Ghulam Muhammad A K M, Candolfi Marianela, King Gwendalyn D, Yagiz Kader, Foulad David, Mineharu Yohei, Kroeger Kurt M, Treuer Katherine A, Nichols W Stephen, Sanderson Nicholas S, Yang Jieping, Khayznikov Maksim, Van Rooijen Nico, Lowenstein Pedro R, Castro Maria G
Gene Therapeutics Research Institute, Cedars-Sinai Medical Center, David Geffen School of Medicine, University of California at Los Angeles, Los Angeles, California 90048, USA.
Clin Cancer Res. 2009 Oct 1;15(19):6113-27. doi: 10.1158/1078-0432.CCR-09-1087. Epub 2009 Sep 29.
Glioblastoma multiforme is a deadly primary brain cancer. Because the tumor kills due to recurrences, we tested the hypothesis that a new treatment would lead to immunological memory in a rat model of recurrent glioblastoma multiforme.
We developed a combined treatment using an adenovirus (Ad) expressing fms-like tyrosine kinase-3 ligand (Flt3L), which induces the infiltration of immune cells into the tumor microenvironment, and an Ad expressing herpes simplex virus-1-thymidine kinase (TK), which kills proliferating tumor cells in the presence of ganciclovir.
This treatment induced immunological memory that led to rejection of a second glioblastoma multiforme implanted in the contralateral hemisphere and of an extracranial glioblastoma multiforme implanted intradermally. Rechallenged long-term survivors exhibited anti-glioblastoma multiforme-specific T cells and displayed specific delayed-type hypersensitivity. Using depleting antibodies, we showed that rejection of the second tumor was dependent on CD8(+) T cells. Circulating anti-glioma antibodies were observed when glioblastoma multiforme cells were implanted intradermally in naïve rats or in long-term survivors. However, rats bearing intracranial glioblastoma multiforme only exhibited circulating antitumoral antibodies upon treatment with Ad-Flt3L + Ad-TK. This combined treatment induced tumor regression and release of the chromatin-binding protein high mobility group box 1 in two further intracranial glioblastoma multiforme models, that is, Fisher rats bearing intracranial 9L and F98 glioblastoma multiforme cells.

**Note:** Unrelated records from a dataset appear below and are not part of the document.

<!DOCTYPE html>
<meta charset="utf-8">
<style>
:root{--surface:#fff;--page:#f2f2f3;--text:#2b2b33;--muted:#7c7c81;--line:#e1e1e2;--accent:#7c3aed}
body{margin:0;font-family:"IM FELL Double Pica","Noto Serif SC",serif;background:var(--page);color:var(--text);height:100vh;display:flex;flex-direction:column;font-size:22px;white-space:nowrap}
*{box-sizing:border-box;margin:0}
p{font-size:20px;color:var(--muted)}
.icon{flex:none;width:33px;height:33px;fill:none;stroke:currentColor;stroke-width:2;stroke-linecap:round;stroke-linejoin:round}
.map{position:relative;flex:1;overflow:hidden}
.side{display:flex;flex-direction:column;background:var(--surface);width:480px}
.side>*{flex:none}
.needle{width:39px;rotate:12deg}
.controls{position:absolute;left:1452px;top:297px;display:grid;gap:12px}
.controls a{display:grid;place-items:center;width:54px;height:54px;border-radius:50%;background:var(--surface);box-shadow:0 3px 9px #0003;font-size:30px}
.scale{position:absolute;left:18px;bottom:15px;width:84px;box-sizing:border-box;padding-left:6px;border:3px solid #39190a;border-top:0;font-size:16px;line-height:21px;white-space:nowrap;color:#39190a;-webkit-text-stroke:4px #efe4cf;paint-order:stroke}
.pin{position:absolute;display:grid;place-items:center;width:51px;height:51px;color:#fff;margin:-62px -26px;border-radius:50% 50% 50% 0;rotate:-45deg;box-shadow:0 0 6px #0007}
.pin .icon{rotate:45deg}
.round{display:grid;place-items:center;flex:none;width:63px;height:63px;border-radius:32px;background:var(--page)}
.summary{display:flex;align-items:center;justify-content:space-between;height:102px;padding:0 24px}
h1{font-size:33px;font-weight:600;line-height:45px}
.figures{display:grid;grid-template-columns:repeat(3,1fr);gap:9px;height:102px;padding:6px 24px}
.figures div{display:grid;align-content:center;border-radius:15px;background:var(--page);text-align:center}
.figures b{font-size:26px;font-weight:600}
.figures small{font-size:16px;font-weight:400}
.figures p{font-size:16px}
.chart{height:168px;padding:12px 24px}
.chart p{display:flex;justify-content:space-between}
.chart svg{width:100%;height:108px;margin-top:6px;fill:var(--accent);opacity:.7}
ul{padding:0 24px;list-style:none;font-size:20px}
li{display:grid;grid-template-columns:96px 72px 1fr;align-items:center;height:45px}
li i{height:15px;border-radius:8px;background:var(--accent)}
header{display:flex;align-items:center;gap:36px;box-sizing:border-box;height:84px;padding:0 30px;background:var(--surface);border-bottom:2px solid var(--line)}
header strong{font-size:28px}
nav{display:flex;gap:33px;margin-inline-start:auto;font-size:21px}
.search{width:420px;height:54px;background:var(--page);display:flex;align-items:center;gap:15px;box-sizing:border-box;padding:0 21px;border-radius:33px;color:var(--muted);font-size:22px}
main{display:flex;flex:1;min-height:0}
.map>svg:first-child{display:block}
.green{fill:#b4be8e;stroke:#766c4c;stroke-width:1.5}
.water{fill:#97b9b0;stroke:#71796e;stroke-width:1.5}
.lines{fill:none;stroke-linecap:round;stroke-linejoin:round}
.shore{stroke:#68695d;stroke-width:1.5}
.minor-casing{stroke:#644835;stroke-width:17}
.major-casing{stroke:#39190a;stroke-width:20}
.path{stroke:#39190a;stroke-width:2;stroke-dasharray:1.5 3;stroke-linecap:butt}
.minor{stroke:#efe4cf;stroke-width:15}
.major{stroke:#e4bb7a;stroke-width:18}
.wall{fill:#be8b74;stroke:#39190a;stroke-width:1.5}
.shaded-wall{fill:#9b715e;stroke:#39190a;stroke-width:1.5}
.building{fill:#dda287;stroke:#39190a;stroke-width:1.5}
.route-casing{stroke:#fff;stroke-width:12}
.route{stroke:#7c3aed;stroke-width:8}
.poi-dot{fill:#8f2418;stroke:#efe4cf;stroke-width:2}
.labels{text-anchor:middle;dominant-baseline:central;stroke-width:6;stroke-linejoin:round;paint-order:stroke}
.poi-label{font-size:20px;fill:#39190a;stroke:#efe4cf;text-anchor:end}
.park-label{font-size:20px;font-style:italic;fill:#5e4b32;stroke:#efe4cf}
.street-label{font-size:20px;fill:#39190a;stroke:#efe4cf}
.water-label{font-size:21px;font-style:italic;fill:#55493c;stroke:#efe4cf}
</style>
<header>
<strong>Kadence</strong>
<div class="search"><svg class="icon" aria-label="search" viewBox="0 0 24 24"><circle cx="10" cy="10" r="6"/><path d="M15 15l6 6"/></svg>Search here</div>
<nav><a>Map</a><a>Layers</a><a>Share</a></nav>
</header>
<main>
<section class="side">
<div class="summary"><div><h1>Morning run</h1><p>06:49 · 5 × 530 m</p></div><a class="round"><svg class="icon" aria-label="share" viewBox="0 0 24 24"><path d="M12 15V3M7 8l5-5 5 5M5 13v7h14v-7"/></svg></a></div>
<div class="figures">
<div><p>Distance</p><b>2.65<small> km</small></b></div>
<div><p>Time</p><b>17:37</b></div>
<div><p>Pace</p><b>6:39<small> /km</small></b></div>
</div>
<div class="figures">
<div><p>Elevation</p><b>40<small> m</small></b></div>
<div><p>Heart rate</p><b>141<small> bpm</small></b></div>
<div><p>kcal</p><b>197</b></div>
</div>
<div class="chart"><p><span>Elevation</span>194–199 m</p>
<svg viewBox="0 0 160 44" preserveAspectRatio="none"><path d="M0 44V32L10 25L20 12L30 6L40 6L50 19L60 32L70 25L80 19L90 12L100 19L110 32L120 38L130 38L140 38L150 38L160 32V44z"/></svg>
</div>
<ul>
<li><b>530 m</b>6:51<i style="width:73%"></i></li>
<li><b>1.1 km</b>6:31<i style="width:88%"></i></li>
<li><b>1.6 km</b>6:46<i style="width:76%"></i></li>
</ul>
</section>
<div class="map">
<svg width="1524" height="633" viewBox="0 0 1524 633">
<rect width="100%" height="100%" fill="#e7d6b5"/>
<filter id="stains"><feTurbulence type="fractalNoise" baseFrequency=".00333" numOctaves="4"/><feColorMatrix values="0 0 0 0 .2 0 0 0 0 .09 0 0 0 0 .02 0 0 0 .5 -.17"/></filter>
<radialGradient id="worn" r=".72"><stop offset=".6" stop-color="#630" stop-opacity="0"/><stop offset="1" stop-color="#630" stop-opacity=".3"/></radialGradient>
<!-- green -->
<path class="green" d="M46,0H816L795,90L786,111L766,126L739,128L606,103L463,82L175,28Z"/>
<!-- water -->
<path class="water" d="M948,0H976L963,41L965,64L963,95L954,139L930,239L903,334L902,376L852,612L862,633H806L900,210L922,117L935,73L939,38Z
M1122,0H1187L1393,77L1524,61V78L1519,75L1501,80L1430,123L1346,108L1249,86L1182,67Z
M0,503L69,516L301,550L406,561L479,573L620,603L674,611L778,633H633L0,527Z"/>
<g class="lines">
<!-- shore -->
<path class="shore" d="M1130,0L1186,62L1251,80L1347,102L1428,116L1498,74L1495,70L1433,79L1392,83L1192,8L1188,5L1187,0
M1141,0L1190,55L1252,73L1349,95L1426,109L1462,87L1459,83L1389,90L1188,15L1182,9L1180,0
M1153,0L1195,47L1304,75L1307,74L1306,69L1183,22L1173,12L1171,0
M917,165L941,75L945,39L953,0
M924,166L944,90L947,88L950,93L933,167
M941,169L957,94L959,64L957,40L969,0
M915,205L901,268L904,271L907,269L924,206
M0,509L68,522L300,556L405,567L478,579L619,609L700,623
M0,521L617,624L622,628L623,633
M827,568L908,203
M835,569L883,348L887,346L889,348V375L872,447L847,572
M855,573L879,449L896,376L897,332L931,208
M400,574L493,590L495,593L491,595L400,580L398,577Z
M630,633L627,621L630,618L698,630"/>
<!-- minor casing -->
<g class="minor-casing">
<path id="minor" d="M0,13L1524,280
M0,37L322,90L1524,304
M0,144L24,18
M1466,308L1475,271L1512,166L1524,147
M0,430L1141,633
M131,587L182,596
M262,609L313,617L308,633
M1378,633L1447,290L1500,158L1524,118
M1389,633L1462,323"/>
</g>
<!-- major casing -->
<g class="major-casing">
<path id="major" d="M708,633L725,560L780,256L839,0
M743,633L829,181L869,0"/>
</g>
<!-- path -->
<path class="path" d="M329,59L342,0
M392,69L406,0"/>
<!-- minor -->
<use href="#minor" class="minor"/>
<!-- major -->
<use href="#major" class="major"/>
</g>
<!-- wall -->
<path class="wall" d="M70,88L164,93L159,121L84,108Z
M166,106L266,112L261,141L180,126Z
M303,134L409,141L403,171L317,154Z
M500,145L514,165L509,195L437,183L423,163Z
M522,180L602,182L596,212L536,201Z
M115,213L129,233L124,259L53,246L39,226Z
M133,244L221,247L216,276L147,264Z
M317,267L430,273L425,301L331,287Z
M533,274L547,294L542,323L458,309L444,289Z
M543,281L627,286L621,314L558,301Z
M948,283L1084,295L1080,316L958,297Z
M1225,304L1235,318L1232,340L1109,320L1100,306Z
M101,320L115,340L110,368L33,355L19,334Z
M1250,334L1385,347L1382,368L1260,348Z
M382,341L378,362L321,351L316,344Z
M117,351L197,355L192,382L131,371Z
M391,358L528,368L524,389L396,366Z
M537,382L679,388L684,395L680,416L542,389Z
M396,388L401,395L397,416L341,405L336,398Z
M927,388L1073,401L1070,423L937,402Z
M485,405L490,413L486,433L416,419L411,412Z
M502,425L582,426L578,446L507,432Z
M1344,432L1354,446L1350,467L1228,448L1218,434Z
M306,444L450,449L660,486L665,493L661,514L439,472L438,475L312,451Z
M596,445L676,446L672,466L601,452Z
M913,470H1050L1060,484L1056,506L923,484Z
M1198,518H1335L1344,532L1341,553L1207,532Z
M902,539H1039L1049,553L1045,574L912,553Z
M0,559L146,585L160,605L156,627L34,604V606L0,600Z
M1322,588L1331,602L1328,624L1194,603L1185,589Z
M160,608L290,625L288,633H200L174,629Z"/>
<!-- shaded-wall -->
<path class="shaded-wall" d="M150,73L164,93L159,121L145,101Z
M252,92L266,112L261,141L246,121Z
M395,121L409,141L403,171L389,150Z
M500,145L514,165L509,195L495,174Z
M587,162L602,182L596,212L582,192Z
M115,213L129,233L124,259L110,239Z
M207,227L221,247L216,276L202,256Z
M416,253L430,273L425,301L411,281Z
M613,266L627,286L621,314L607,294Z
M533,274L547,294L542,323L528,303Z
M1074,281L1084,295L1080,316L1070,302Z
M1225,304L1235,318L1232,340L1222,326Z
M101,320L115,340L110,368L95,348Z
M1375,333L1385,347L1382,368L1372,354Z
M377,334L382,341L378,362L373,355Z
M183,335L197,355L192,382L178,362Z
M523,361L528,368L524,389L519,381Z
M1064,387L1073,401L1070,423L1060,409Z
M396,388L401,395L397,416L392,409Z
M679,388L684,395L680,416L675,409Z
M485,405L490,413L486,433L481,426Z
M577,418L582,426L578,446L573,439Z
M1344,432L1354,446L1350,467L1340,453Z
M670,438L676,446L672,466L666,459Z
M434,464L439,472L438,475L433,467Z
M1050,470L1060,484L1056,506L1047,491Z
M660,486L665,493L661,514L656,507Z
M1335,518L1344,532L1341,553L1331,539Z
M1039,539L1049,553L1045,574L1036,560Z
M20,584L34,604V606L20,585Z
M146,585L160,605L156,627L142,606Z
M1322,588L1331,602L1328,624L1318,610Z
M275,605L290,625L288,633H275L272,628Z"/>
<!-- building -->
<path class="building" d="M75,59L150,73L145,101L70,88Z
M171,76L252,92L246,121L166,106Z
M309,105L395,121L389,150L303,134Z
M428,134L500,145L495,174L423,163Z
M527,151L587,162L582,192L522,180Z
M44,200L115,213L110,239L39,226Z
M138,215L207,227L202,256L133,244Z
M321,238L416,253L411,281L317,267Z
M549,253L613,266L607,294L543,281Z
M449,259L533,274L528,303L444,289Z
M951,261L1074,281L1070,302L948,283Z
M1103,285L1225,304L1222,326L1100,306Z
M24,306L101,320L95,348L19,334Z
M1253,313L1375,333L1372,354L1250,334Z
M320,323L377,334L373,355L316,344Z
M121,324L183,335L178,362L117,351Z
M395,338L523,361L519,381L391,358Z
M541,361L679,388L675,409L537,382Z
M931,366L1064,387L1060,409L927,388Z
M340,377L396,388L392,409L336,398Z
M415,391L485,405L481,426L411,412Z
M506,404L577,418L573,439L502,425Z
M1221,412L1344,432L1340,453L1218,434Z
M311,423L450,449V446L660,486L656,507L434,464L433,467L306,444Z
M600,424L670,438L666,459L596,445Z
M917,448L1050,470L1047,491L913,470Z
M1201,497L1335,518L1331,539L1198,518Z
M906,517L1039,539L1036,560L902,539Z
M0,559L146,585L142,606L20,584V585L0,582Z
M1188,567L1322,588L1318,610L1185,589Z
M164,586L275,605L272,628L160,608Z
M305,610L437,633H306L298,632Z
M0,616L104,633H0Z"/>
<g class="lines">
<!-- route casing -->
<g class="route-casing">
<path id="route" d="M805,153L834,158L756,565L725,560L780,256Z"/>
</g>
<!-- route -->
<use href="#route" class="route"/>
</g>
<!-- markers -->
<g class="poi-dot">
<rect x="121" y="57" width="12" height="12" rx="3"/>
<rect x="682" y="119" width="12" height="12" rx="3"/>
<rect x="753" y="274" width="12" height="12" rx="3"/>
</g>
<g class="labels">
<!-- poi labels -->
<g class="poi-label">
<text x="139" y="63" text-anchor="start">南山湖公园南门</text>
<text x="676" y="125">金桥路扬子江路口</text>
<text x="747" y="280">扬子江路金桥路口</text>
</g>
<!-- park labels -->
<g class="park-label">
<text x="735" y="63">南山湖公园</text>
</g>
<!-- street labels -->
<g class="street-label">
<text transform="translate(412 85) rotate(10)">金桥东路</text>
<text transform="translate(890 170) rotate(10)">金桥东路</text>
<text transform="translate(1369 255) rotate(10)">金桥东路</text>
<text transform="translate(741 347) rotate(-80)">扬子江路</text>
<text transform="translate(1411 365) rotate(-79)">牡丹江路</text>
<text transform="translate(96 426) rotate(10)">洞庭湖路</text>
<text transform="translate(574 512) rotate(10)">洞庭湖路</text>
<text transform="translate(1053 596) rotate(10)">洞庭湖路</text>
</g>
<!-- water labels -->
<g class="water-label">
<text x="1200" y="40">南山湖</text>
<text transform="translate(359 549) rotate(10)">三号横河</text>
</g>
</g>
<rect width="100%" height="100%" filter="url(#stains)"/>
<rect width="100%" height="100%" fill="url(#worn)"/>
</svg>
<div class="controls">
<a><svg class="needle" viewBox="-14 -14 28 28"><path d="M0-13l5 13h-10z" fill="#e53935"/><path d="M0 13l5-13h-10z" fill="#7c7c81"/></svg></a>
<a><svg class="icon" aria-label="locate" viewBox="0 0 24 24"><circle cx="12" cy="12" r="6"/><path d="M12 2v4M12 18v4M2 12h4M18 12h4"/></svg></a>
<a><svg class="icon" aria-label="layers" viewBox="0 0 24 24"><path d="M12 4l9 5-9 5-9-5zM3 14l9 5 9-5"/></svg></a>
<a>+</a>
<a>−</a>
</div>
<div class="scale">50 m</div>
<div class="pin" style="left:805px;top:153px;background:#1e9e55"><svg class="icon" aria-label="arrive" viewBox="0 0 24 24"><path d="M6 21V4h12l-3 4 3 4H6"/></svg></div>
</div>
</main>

Treatment with Ad-Flt3L + Ad-TK triggered systemic anti-glioblastoma multiforme cellular and humoral immune responses, and anti-glioblastoma multiforme immunological memory. Release of the chromatin-binding protein high mobility group box 1 could be used as a noninvasive biomarker of therapeutic efficacy for glioblastoma multiforme. The robust treatment efficacy lends further support to its implementation in a phase I clinical trial.
多形性胶质母细胞瘤是一种致命的原发性脑癌。由于肿瘤因复发而致死,我们在复发性多形性胶质母细胞瘤大鼠模型中检验了一种新治疗方法会引发免疫记忆的假说。
我们研发了一种联合治疗方法,使用一种表达类fms酪氨酸激酶-3配体(Flt3L)的腺病毒(Ad),其可诱导免疫细胞浸润至肿瘤微环境,以及一种表达单纯疱疹病毒-1-胸苷激酶(TK)的Ad,其在更昔洛韦存在的情况下可杀死增殖的肿瘤细胞。
这种治疗诱导了免疫记忆,导致对植入对侧半球的第二个多形性胶质母细胞瘤以及皮内植入的颅外多形性胶质母细胞瘤产生排斥。再次受到攻击的长期存活者表现出抗多形性胶质母细胞瘤特异性T细胞,并表现出特异性迟发型超敏反应。使用耗竭性抗体,我们表明第二个肿瘤的排斥依赖于CD8(+) T细胞。当将多形性胶质母细胞瘤细胞皮内植入未接触过该肿瘤的大鼠或长期存活者体内时,可观察到循环抗胶质瘤抗体。然而,患有颅内多形性胶质母细胞瘤的大鼠仅在接受Ad-Flt3L + Ad-TK治疗后才表现出循环抗肿瘤抗体。这种联合治疗在另外两个颅内多形性胶质母细胞瘤模型中诱导了肿瘤消退以及染色质结合蛋白高迁移率族蛋白B1的释放,这两个模型即携带颅内9L和F98多形性胶质母细胞瘤细胞的Fisher大鼠。
Ad-Flt3L + Ad-TK治疗引发了全身性抗多形性胶质母细胞瘤细胞和体液免疫反应以及抗多形性胶质母细胞瘤免疫记忆。染色质结合蛋白高迁移率族蛋白B1的释放可作为多形性胶质母细胞瘤治疗效果的一种非侵入性生物标志物。强大的治疗效果为其在I期临床试验中的实施提供了进一步支持。